The article „A Unified Framework for Frequent Sequence Mining with Subsequence Constraints“ by Kaustubh Beedkar, Rainer Gemulla und Wim Martens has been accepted for publication in ACM Transactions on Database Systems (TODS). Abstract:
Frequent sequence mining methods often make use of constraints to control which subsequences should be mined. A variety of such subsequence constraints has been studied in the literature, including length, gap, span, regular-expression, and hierarchy constraints. In this article, we show that many subsequence constraints---including and beyond those considered in the literature---can be unified in a single framework. A unified treatment allows researchers to study jointly many types of subsequence constraints (instead of each one individually) and helps to improve usability of pattern mining systems for practitioners. In more detail, we propose a set of simple and intuitive „pattern expressions to describe subsequence constraints and explore algorithms for efficiently mining frequent subsequences under such general constraints. Our algorithms translate pattern expressions to succinct finite state transducers, which we use as computational model, and simulate these transducers in a way suitable for frequent sequence mining. Our experimental study on real-world datasets indicates that our algorithms---although more general---are efficient and, when used for sequence mining with prior constraints studied in literature, competitive to (and in some cases superior to) state-of-the-art specialized methods.
The paper „Scalable Frequent Sequence Mining With Flexible Subsequence Constraints“ by Alexander Renz-Wieland, Matthias Bertsch, and Rainer Gemulla has been accepted at the 2019 IEEE International Conference on Data Engineering (ICDE). Abstract:
We study scalable algorithms for frequent sequence mining under flexible subsequence constraints. Such constraints enable applications to specify concisely which patterns are of interest and which are not. We focus on the bulk synchronous parallel model with one round of communication; this model is suitable for platforms such as MapReduce or Spark. We derive a general framework for frequent sequence mining under this model and propose the D-SEQ and D-CAND algorithms within this framework. The algorithms differ in what data are communicated and how computation is split up among workers. To the best of our knowledge, D-SEQ and D-CAND are the first scalable algorithms for frequent sequence mining with flexible constraints. We conducted an experimental study on multiple real-world datasets that suggests that our algorithms scale nearly linearly, outperform common baselines, and offer acceptable generalization overhead over existing, less general mining algorithms.
The Data and Web Science Group is hosting the Data Science Conference LWDA 2018 in Mannheim on August 22-24, 2018.
LWDA, which expands to „Lernen, Wissen, Daten, Analysen“ („Learning, Knowledge, Data, Analytics“), covers recent research in areas such as knowledge discovery, machine learning & data mining, knowledge management, database management & information systems, information retrieval.
The LWDA conference is organized by and brings together the various special interest groups of the Gesellschaft für Informatik (German Computer Science Society) in this area. The program comprises of joint research sessions and keynotes as well as of workshops organized by each special interest group.
Further information can be found on the conference website: https://www.uni-mannheim.de/lwda-2018/.
Download the conference poster.
The paper „Fine-grained Evaluation of Rule- and Embedding-based Systems for Knowledge Graph Completion“ by Christian Meilicke, Manuel Fink, Yanjie Wang, Daniel Ruffinelli, Rainer Gemulla, and Heiner Stuckenschmidt has been accepted at the 2018 International Semantic Web Conference (ISWC).
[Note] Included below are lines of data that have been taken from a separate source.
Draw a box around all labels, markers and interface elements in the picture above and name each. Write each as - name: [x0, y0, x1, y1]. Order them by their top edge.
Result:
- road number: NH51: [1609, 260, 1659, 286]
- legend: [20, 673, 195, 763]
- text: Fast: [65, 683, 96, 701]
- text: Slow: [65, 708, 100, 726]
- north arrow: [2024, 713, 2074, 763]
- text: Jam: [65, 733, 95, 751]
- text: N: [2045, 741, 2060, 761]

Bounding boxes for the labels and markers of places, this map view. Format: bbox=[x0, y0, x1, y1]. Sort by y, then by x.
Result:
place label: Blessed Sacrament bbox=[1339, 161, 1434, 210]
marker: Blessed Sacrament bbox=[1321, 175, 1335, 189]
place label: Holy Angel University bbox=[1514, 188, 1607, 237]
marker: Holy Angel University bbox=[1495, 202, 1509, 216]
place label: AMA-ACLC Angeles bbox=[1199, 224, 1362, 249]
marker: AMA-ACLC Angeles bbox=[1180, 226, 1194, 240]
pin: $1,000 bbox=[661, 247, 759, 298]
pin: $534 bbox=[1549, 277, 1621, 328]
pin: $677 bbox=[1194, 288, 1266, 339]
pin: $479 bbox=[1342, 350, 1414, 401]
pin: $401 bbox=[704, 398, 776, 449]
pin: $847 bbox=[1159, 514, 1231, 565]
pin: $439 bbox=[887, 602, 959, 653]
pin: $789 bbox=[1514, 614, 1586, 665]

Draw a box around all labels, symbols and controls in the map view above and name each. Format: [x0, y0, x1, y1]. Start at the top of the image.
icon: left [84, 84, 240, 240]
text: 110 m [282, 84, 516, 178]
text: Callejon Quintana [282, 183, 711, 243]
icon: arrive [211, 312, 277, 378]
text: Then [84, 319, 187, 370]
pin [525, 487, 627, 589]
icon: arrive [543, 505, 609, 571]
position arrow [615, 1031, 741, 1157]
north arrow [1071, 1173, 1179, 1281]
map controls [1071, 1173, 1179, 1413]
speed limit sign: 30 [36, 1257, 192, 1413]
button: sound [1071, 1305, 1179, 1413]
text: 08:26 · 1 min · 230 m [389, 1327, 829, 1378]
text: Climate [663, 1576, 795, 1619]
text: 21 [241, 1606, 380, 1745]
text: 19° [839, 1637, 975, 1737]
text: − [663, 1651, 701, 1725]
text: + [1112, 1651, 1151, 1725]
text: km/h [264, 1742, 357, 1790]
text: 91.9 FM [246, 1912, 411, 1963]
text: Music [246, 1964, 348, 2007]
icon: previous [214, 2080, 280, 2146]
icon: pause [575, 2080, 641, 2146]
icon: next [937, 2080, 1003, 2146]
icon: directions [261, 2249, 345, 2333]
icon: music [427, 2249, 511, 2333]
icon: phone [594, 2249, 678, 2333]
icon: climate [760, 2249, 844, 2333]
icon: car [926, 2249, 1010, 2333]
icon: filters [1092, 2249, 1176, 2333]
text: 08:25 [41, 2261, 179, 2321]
Abstract: Over the recent years, embedding methods have attracted increasing focus as a means for knowledge graph completion. Similarly, rule-based systems have been studied for this task in the past. What is missing so far is a common evaluation that includes more than one type of method. We close this gap by comparing representatives of both types of systems in a frequently used evaluation protocol. Leveraging the explanatory qualities of rule-based systems, we present a fine-grained evaluation that gives insight into characteristics of the most popular datasets and points out the different strengths and shortcomings of the examined approaches. Our results show that models such as TransE, RESCAL or HolE have problems in solving certain types of completion tasks that can be solved by a rule-based approach with high precision. At the same time, there are other completion tasks that are difficult for rule-based systems. Motivated by these insights, we combine both families of approaches via ensemble learning. The results support our assumption that the two methods complement each other in a beneficial way.